On 17 September 2019, Speaker Karu Jayasuriya stated his goal as, “abolition of Executive Presidency.” 

Since 2015, two attempts have been made to abolish the Executive Presidency. The first attempt was via the 19th Amendment. In the original 19A Bill, the following clauses were proposed:

Clause 11 of 19A (Original) Bill;

42(1) There shall be a Cabinet of Ministers charged with the direction and control of the Government of the Republic.

43(3) The Prime Minister shall be the Head of the Cabinet of Ministers.

43(1) The Prime Minister shall determine the number of Ministers of the Cabinet of Ministers, and the Ministries and the assignment of subjects and functions to such Ministers. 

The second attempt was via the 20th Amendment proposed by the JVP. It was suggested to remove the word ‘Government’ from present Article 30. This would have resulted in the removal of the status of the President as the ‘Head of the Government.’ Both attempts were to remove or reduce the powers of the President, who is presently in control and charge of the Government. 19A blatantly sought to transfer such powers to the Prime Minister. 20A (of JVP) expressly tried to remove the powers of Government from the President.

However, in both instances, the Supreme Court held that “Clauses in the Bill relating to the removal or reduction of the executive power of the people which would be exercised by the President of the Republic would directly violate Article 3 of the Constitution, and that therefore they should be approved by the people at a referendum.”

Therefore, the office of the (Executive) President cannot be removed or his powers cannot be reduced or removed without obtaining a specific mandate from the people at a referendum. 

Office of the President

Why is the office of the President made so strong and solid? 

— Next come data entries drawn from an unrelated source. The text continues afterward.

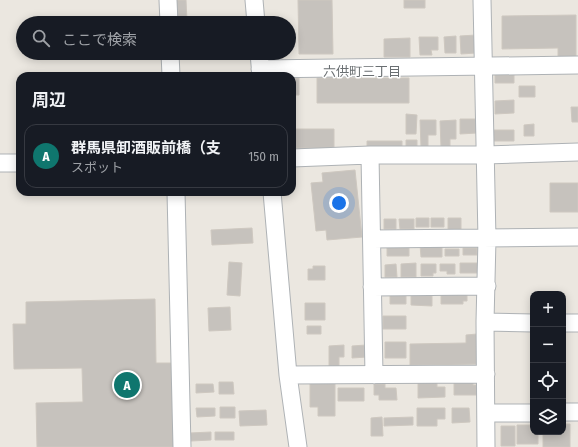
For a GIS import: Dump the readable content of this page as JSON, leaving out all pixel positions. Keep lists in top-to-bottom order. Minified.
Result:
{"districts":["六供町三丁目"],"page":{"search":"ここで検索","heading":"周辺","list":[{"mark":"A","name":"群馬県卸酒販前橋（支","note":"スポット","value":"150 m"}],"map_buttons":["+","−"],"pins":"A"}}
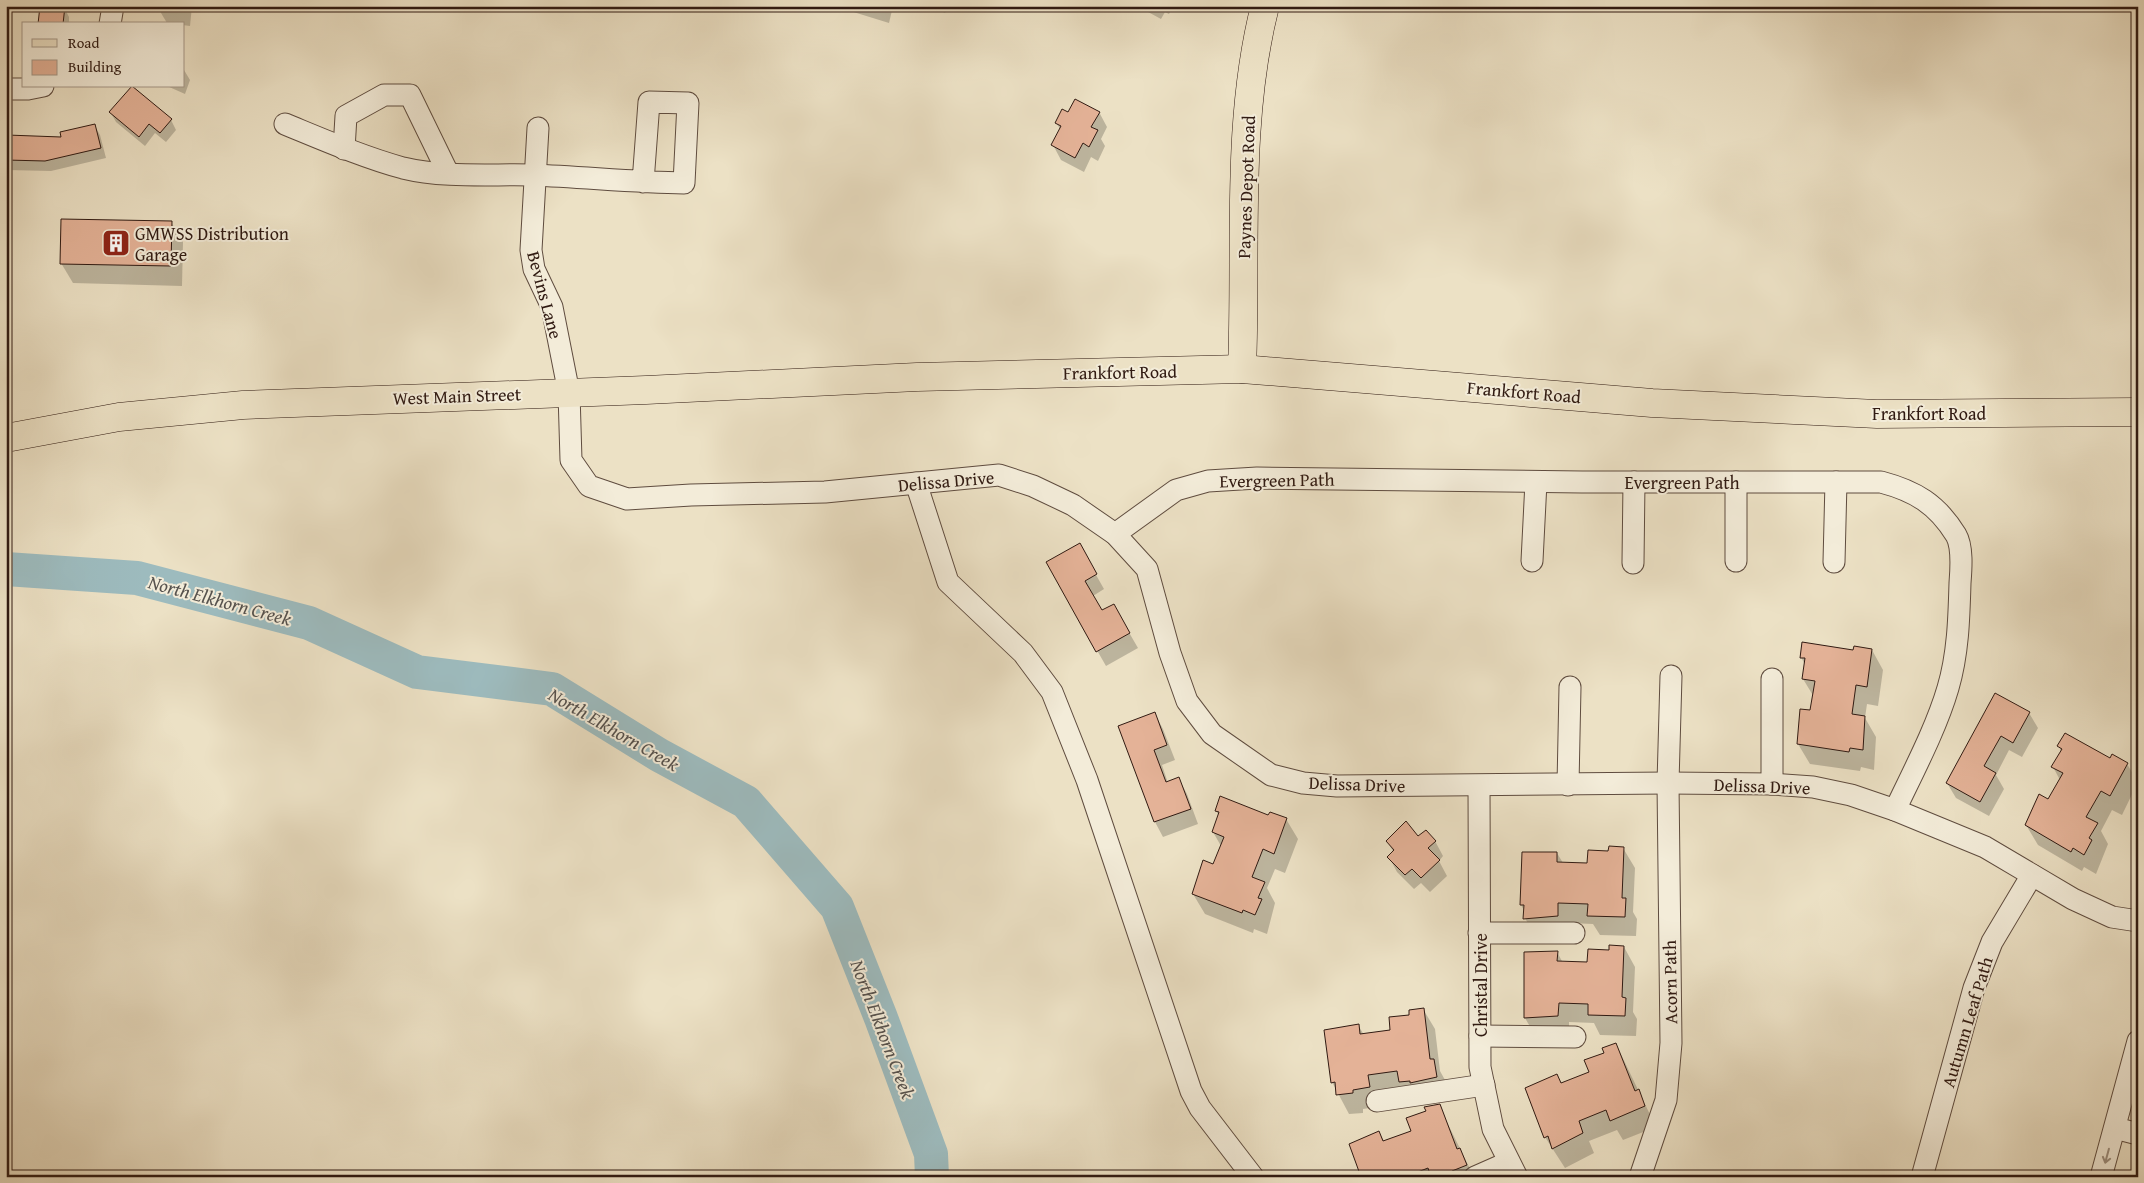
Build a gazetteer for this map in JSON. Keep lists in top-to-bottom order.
{
  "streets": {
    "main road": ["Paynes Depot Road", "Frankfort Road", "West Main Street"],
    "street": [
      "Bevins Lane",
      "Evergreen Path",
      "Delissa Drive",
      "Acorn Path",
      "Christal Drive",
      "Autumn Leaf Path"
    ]
  },
  "crossings": [
    ["Paynes Depot Road", "Frankfort Road"],
    ["Bevins Lane", "West Main Street"],
    ["Bevins Lane", "Delissa Drive"],
    ["Frankfort Road", "West Main Street"],
    ["Evergreen Path", "Delissa Drive"],
    ["Delissa Drive", "Acorn Path"],
    ["Delissa Drive", "Christal Drive"],
    ["Delissa Drive", "Autumn Leaf Path"]
  ],
  "water": ["North Elkhorn Creek"],
  "places": {
    "building": ["GMWSS Distribution Garage"]
  },
  "legend": ["Road", "Building"]
}
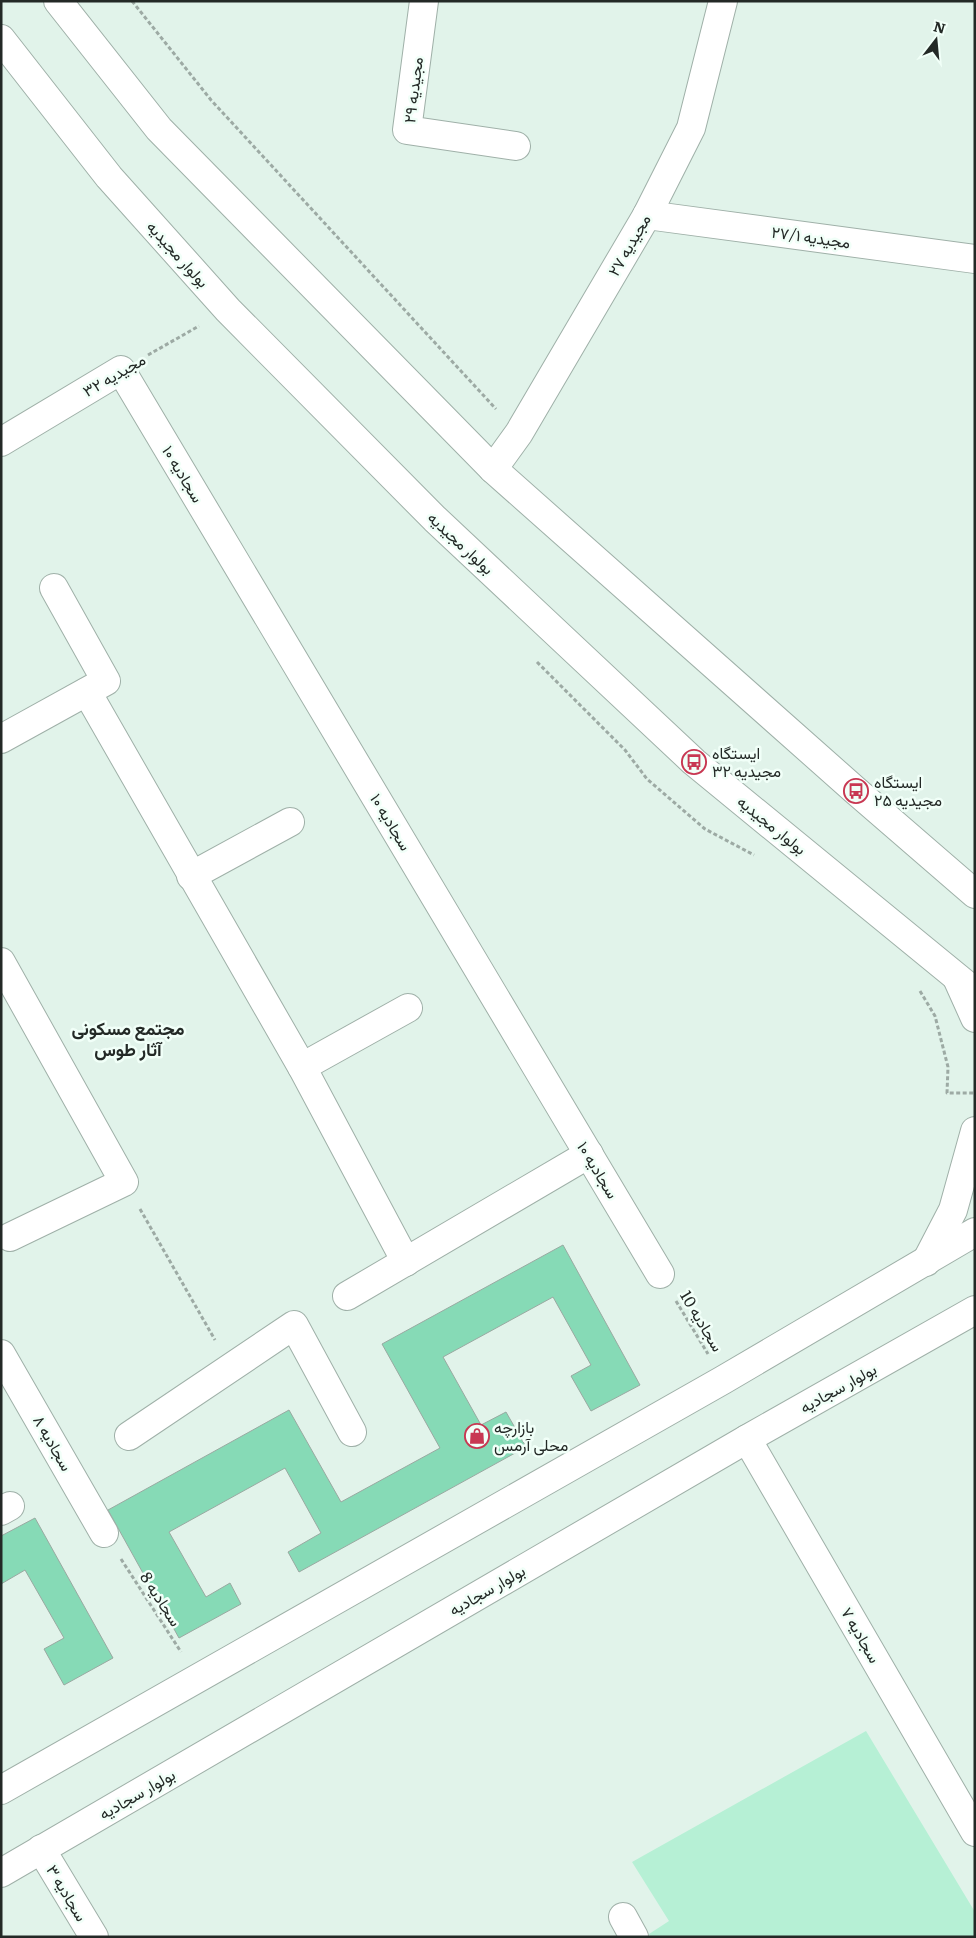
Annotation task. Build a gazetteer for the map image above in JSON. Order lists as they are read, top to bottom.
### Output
{
  "streets": {
    "street": [
      "مجیدیه ۲۹",
      "مجیدیه ۲۷/۱",
      "مجیدیه ۲۷",
      "بولوار مجیدیه",
      "مجیدیه ۳۲",
      "سجادیه ۱۰",
      "بولوار سجادیه",
      "سجادیه ۸",
      "سجادیه ۷",
      "سجادیه ۳"
    ],
    "path": ["سجادیه 10", "سجادیه 8"]
  },
  "crossings": [
    ["مجیدیه ۲۷/۱", "مجیدیه ۲۷"],
    ["بولوار مجیدیه", "مجیدیه ۳۲"],
    ["مجیدیه ۳۲", "سجادیه ۱۰"],
    ["سجادیه ۱۰", "سجادیه 10"],
    ["بولوار سجادیه", "سجادیه ۷"],
    ["بولوار سجادیه", "سجادیه ۳"],
    ["سجادیه ۸", "سجادیه 8"]
  ],
  "districts": ["مجتمع مسکونی آثار طوس"],
  "places": {
    "bus stop": ["ایستگاه مجیدیه ۳۲", "ایستگاه مجیدیه ۲۵"],
    "shop": ["بازارچه محلی آرمس"]
  },
  "north": "top"
}
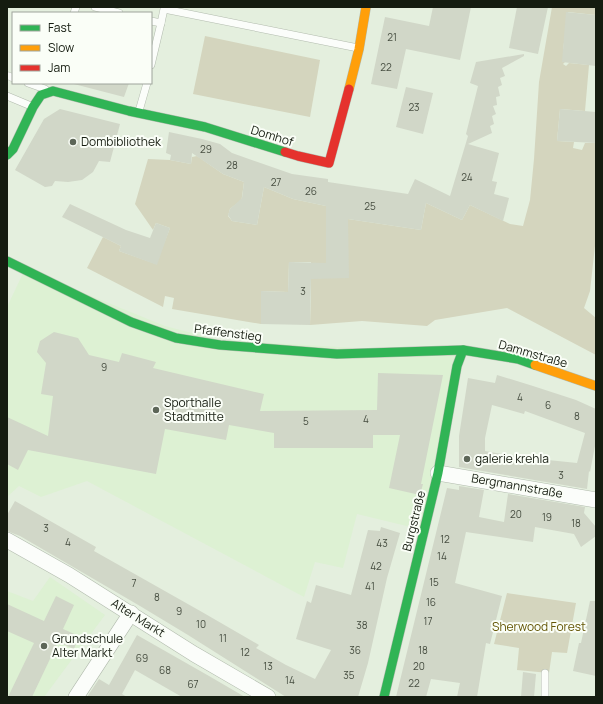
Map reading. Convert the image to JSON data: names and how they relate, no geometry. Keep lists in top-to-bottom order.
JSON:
{
  "streets": {
    "street": [
      "Domhof",
      "Pfaffenstieg",
      "Dammstraße",
      "Bergmannstraße",
      "Burgstraße",
      "Alter Markt"
    ]
  },
  "crossings": [
    ["Pfaffenstieg", "Dammstraße"],
    ["Pfaffenstieg", "Burgstraße"],
    ["Dammstraße", "Burgstraße"],
    ["Bergmannstraße", "Burgstraße"]
  ],
  "parks": ["Sherwood Forest"],
  "places": [
    "Dombibliothek",
    "Sporthalle Stadtmitte",
    "galerie krehla",
    "Grundschule Alter Markt"
  ],
  "house_numbers": [
    "21",
    "22",
    "23",
    "29",
    "28",
    "24",
    "27",
    "26",
    "25",
    "3",
    "9",
    "4",
    "6",
    "8",
    "4",
    "5",
    "3",
    "20",
    "19",
    "18",
    "3",
    "12",
    "4",
    "43",
    "14",
    "42",
    "15",
    "7",
    "41",
    "8",
    "16",
    "9",
    "17",
    "10",
    "38",
    "11",
    "36",
    "18",
    "12",
    "69",
    "13",
    "20",
    "68",
    "35",
    "14",
    "22",
    "67"
  ],
  "legend": ["Fast", "Slow", "Jam"]
}
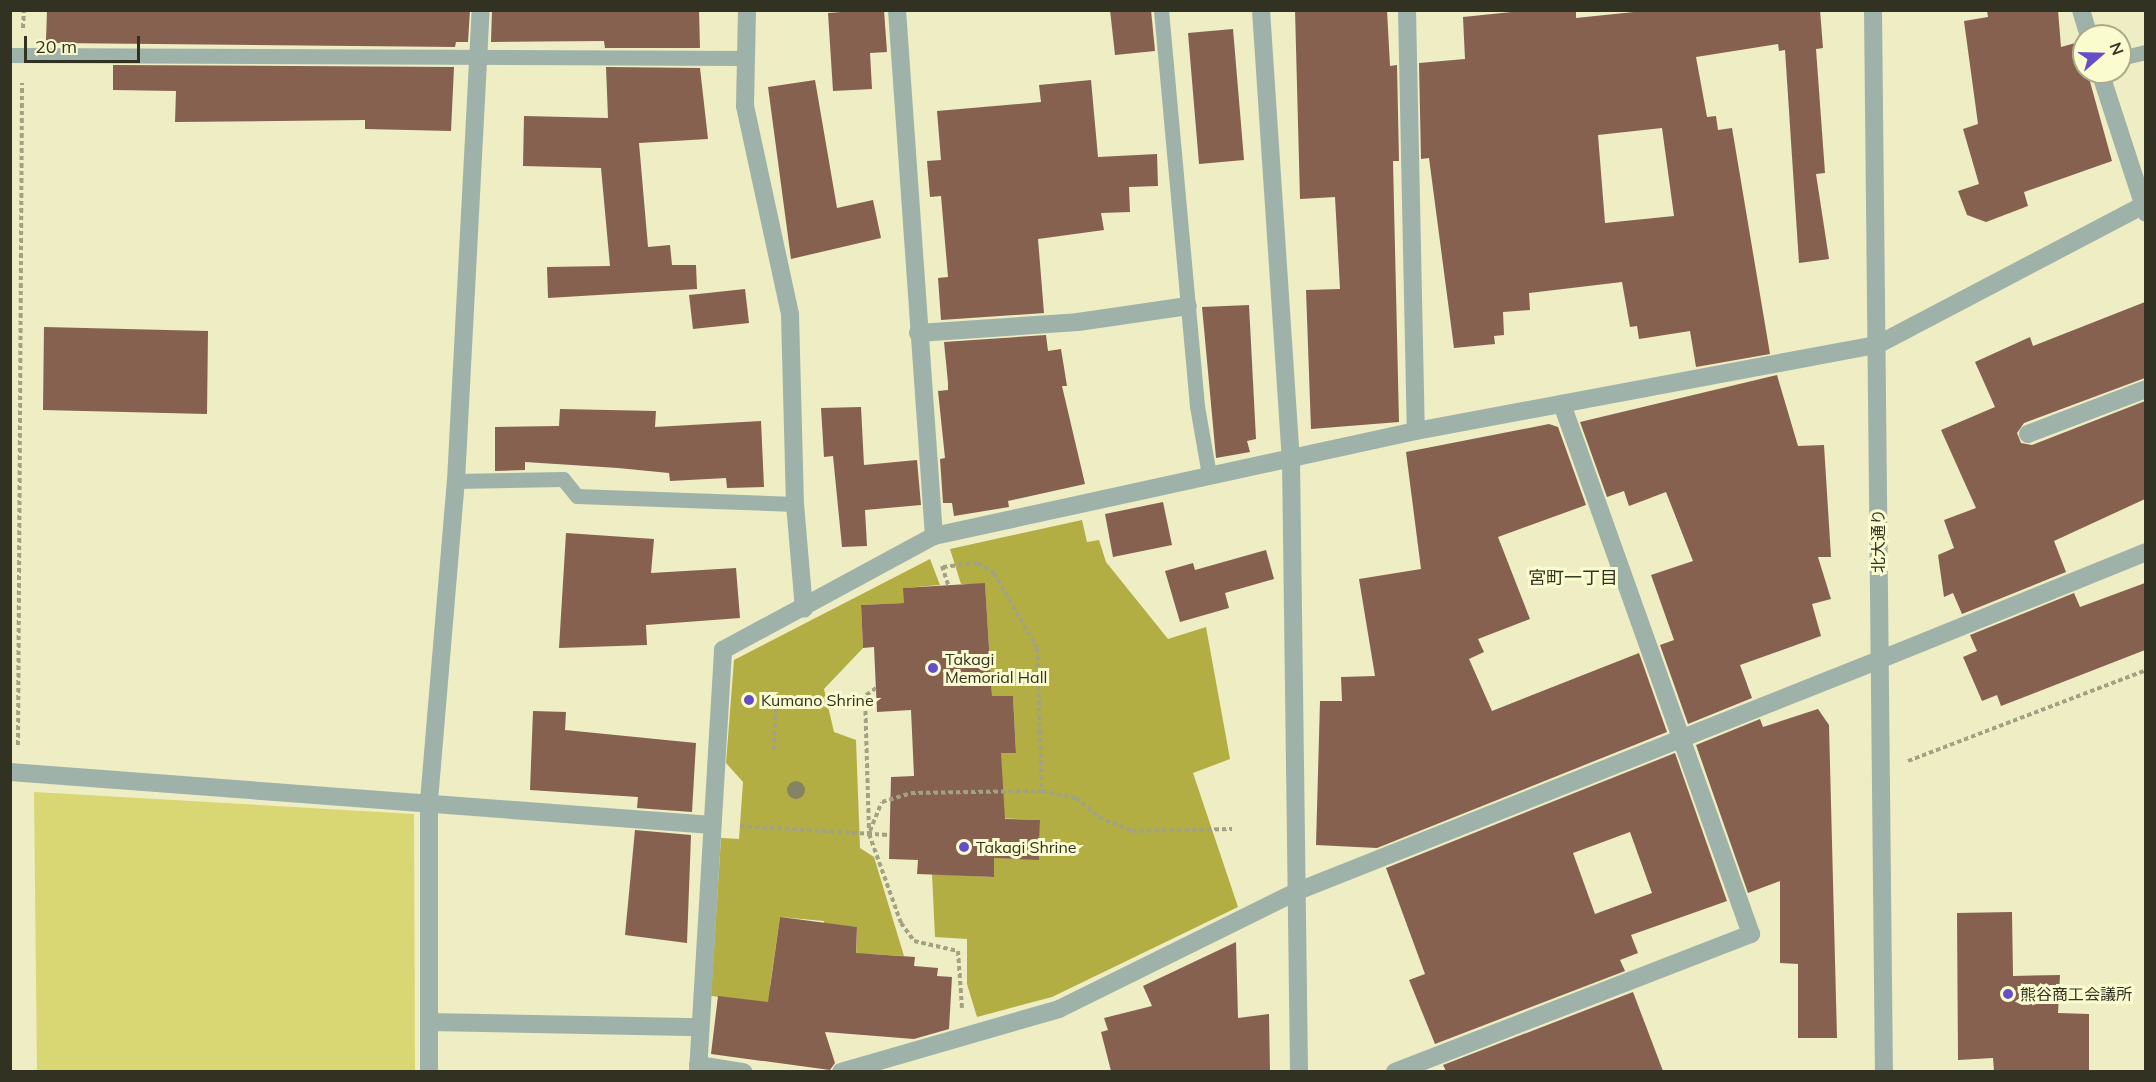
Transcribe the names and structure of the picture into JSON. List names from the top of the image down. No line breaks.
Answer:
{"streets":{"street":["北大通り"]},"districts":["宮町一丁目"],"places":["Takagi Memorial Hall","Kumano Shrine","Takagi Shrine","熊谷商工会議所"],"scale_bar":"20 m","north":"right"}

Constitutionally, the Executive power of the people, including the defence of Sri Lanka, shall be exercised by the President (Article 4(a)). The President is the Head of the State, Head of the Executive and of the Government. He is also the Commander-in-Chief of the Armed Forces (Art. 30).   

The people entrust their executive power in the President at the Presidential Election. Such power flows down from the President through the machinery of government, which comprises the Cabinet and the other officers in the State Administration. The Cabinet of Ministers is charged with the direction and control of the Government (Article 43(1)). Hence, the Prime Minister and the Cabinet of Ministers get their powers from the President. Secretaries of the Ministries and all officials in the State Administration function thereunder. 

The People expect the President to fulfil duties entrusted to him by the Constitution (Article 33(2)(1)(a)). The President is obliged to assure a stable government in a Unitary State. To achieve that, the machinery of Government should function without any failure on an “unbroken line of accountability and authority” that runs through the hierarchy of the Government. 

From 1987, (with the 13th Amendment) Provincial Councils (PCs) became part of our constitutional structure. 13A made drastic changes in the structure of government. PCs started to exercise legislative and executive functions within provinces. The line of executive authority, which starts from the President, runs to the provinces through the Governors appointed by the President. In the judgment on the 13th Amendment (1987) the Supreme Court observed as follows:

“The Governor is appointed by the President and holds office in accordance with Article 4(b) which provides that the executive power of the people shall be exercised by the President of the Republic, during the pleasure of the President (Article 154B(2)). The Governor derives his authority from the President and exercises the executive power vested in him as a delegate of the President. It is open to the President therefore by virtue of Article 4(b) of the Constitution to give directions and monitor the Governor’s exercise of this executive power vested in him. Although he is required by Article 154F(1) to exercise his functions in accordance with the advice of the Board of Ministers, this is subject to the qualification ‘except in so far as he is by or under the Constitution required to exercise his functions or any of them in his discretion.’ Under the Constitution, the Governor as a representative of the President is required to act in his discretion in accordance with the instructions and directions of the President. Article 154F(2) mandates that the Governor’s discretion shall be on the President’s directions and that the decision of the Governor as to what is in his discretion shall be final and not be called in question in any Court on the ground that he ought or ought not to have acted on his discretion. So long as the President retains the power to give directions to the Governor regarding the exercise of his executive functions, and the Governor is bound by such directions superseding the advice of the Board of Ministers and where the failure of the Governor or Provincial Council to comply with or give effect to any directions given to the Governor or such Council by the President under Chapter XVII of the Constitution will entitle the President to hold that a situation has arisen in which the administration of the Province cannot be carried on in accordance with the provisions of the Constitution and take over the functions and powers of the Provincial Council (Article 154K and 154L), there can be no gainsaying the fact that the President remains supreme or sovereign in the executive field and the Provincial Council is only a body subordinate to him.”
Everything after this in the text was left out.